### WHAT YOU WILL DO
All lines in the records that carry the string "they" are to be shown.
SUPPLIED RECORDS START
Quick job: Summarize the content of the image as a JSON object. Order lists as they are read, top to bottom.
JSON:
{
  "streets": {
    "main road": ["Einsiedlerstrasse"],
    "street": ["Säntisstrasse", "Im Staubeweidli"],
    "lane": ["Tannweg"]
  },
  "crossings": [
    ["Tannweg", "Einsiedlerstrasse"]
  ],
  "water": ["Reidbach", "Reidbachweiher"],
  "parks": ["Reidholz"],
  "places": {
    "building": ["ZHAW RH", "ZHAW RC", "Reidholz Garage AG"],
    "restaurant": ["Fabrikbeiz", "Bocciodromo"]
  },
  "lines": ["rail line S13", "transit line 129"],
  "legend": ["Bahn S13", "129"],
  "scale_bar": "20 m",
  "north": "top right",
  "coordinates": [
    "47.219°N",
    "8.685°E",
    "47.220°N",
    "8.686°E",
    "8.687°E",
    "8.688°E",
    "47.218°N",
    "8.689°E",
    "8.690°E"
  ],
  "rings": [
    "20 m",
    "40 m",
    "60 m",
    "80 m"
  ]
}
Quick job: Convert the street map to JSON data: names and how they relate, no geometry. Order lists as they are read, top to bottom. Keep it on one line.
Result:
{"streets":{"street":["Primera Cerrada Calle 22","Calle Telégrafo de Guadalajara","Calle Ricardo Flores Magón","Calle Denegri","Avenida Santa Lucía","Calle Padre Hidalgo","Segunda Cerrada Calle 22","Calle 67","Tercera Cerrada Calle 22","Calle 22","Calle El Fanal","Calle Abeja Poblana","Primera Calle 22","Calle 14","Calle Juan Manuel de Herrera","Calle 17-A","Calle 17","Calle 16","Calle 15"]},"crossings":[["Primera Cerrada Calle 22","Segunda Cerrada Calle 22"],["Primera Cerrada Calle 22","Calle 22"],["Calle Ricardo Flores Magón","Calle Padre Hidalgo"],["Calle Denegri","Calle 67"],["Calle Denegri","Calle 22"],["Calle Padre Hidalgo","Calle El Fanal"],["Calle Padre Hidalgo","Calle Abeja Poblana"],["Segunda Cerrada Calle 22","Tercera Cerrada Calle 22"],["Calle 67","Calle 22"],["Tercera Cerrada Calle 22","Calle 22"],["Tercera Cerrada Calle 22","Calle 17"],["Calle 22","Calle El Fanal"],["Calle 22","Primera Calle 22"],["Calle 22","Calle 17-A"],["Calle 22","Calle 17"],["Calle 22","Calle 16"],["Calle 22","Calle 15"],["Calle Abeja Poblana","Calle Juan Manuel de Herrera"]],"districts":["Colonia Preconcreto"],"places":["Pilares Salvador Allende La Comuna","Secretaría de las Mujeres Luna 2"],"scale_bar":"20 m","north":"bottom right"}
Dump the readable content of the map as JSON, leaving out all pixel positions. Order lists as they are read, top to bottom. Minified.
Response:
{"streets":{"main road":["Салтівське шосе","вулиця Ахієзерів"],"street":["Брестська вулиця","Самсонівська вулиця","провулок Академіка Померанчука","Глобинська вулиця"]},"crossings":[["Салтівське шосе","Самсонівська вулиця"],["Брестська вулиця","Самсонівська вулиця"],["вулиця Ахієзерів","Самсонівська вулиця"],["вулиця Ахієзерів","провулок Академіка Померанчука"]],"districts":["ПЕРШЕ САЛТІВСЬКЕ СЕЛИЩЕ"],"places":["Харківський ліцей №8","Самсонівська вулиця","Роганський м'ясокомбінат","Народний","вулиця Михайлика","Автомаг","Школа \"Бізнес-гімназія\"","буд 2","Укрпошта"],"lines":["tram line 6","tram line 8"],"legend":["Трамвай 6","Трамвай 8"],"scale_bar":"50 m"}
SUPPLIED RECORDS END
### RESPONSE TO THIS TASK
Quick job: Summarize the content of the image as a JSON object. Order lists as they are read, top to bottom.
Quick job: Convert the street map to JSON data: names and how they relate, no geometry. Order lists as they are read, top to bottom. Keep it on one line.
Dump the readable content of the map as JSON, leaving out all pixel positions. Order lists as they are read, top to bottom. Minified.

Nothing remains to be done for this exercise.